Collected data
[Start of Attachment]
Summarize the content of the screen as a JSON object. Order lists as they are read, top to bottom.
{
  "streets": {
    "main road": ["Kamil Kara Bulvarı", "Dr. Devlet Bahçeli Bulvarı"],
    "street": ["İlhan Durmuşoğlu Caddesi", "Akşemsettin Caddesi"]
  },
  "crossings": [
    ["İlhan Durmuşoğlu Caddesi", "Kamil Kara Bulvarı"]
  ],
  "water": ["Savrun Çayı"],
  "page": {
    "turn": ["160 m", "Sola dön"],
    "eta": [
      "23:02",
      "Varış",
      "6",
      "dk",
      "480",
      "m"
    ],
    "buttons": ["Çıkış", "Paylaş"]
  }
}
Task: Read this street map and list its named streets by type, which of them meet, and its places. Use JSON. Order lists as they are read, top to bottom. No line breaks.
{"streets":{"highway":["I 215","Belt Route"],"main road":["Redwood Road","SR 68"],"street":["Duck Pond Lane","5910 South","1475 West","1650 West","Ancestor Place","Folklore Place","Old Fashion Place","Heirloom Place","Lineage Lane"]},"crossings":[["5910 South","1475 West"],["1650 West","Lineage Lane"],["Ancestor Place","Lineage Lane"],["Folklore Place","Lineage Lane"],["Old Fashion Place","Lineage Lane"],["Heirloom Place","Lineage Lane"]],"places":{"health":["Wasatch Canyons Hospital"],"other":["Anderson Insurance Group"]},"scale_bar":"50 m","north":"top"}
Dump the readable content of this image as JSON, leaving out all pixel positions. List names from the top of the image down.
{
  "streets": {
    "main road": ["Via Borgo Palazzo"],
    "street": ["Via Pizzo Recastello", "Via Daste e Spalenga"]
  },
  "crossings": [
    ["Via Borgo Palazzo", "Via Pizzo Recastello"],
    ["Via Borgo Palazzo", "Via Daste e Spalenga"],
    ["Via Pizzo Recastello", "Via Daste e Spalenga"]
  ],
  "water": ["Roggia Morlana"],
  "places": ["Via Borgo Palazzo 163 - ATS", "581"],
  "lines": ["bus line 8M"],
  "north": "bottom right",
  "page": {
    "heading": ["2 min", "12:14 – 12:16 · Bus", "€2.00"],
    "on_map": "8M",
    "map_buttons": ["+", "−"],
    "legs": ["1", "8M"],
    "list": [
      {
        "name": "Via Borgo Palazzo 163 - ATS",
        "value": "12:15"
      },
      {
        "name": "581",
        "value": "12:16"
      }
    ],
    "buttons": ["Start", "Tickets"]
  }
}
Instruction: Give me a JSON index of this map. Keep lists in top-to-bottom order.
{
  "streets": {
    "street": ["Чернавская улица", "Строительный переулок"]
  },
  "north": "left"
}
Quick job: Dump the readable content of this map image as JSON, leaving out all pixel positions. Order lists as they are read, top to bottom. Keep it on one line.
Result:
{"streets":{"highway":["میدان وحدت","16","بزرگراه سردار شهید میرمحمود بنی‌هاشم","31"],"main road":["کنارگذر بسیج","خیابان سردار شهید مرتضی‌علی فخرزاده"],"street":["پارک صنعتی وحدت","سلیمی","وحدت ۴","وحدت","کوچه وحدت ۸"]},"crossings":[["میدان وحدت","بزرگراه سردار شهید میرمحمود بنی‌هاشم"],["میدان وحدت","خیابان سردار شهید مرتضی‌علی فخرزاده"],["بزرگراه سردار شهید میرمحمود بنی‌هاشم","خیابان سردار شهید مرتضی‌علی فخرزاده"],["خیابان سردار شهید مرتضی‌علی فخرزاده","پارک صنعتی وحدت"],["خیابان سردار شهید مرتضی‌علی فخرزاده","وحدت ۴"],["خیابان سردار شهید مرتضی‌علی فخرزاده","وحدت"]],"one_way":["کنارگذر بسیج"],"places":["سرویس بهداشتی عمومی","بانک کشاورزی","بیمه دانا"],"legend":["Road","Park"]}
[End of Attachment]
> **What is being asked**
Could every entry above be printed again, word for word?

> **Response to the exercise**
Summarize the content of the screen as a JSON object. Order lists as they are read, top to bottom.
{
  "streets": {
    "main road": ["Kamil Kara Bulvarı", "Dr. Devlet Bahçeli Bulvarı"],
    "street": ["İlhan Durmuşoğlu Caddesi", "Akşemsettin Caddesi"]
  },
  "crossings": [
    ["İlhan Durmuşoğlu Caddesi", "Kamil Kara Bulvarı"]
  ],
  "water": ["Savrun Çayı"],
  "page": {
    "turn": ["160 m", "Sola dön"],
    "eta": [
      "23:02",
      "Varış",
      "6",
      "dk",
      "480",
      "m"
    ],
    "buttons": ["Çıkış", "Paylaş"]
  }
}
Task: Read this street map and list its named streets by type, which of them meet, and its places. Use JSON. Order lists as they are read, top to bottom. No line breaks.
{"streets":{"highway":["I 215","Belt Route"],"main road":["Redwood Road","SR 68"],"street":["Duck Pond Lane","5910 South","1475 West","1650 West","Ancestor Place","Folklore Place","Old Fashion Place","Heirloom Place","Lineage Lane"]},"crossings":[["5910 South","1475 West"],["1650 West","Lineage Lane"],["Ancestor Place","Lineage Lane"],["Folklore Place","Lineage Lane"],["Old Fashion Place","Lineage Lane"],["Heirloom Place","Lineage Lane"]],"places":{"health":["Wasatch Canyons Hospital"],"other":["Anderson Insurance Group"]},"scale_bar":"50 m","north":"top"}
Dump the readable content of this image as JSON, leaving out all pixel positions. List names from the top of the image down.
{
  "streets": {
    "main road": ["Via Borgo Palazzo"],
    "street": ["Via Pizzo Recastello", "Via Daste e Spalenga"]
  },
  "crossings": [
    ["Via Borgo Palazzo", "Via Pizzo Recastello"],
    ["Via Borgo Palazzo", "Via Daste e Spalenga"],
    ["Via Pizzo Recastello", "Via Daste e Spalenga"]
  ],
  "water": ["Roggia Morlana"],
  "places": ["Via Borgo Palazzo 163 - ATS", "581"],
  "lines": ["bus line 8M"],
  "north": "bottom right",
  "page": {
    "heading": ["2 min", "12:14 – 12:16 · Bus", "€2.00"],
    "on_map": "8M",
    "map_buttons": ["+", "−"],
    "legs": ["1", "8M"],
    "list": [
      {
        "name": "Via Borgo Palazzo 163 - ATS",
        "value": "12:15"
      },
      {
        "name": "581",
        "value": "12:16"
      }
    ],
    "buttons": ["Start", "Tickets"]
  }
}
Instruction: Give me a JSON index of this map. Keep lists in top-to-bottom order.
{
  "streets": {
    "street": ["Чернавская улица", "Строительный переулок"]
  },
  "north": "left"
}
Quick job: Dump the readable content of this map image as JSON, leaving out all pixel positions. Order lists as they are read, top to bottom. Keep it on one line.
Result:
{"streets":{"highway":["میدان وحدت","16","بزرگراه سردار شهید میرمحمود بنی‌هاشم","31"],"main road":["کنارگذر بسیج","خیابان سردار شهید مرتضی‌علی فخرزاده"],"street":["پارک صنعتی وحدت","سلیمی","وحدت ۴","وحدت","کوچه وحدت ۸"]},"crossings":[["میدان وحدت","بزرگراه سردار شهید میرمحمود بنی‌هاشم"],["میدان وحدت","خیابان سردار شهید مرتضی‌علی فخرزاده"],["بزرگراه سردار شهید میرمحمود بنی‌هاشم","خیابان سردار شهید مرتضی‌علی فخرزاده"],["خیابان سردار شهید مرتضی‌علی فخرزاده","پارک صنعتی وحدت"],["خیابان سردار شهید مرتضی‌علی فخرزاده","وحدت ۴"],["خیابان سردار شهید مرتضی‌علی فخرزاده","وحدت"]],"one_way":["کنارگذر بسیج"],"places":["سرویس بهداشتی عمومی","بانک کشاورزی","بیمه دانا"],"legend":["Road","Park"]}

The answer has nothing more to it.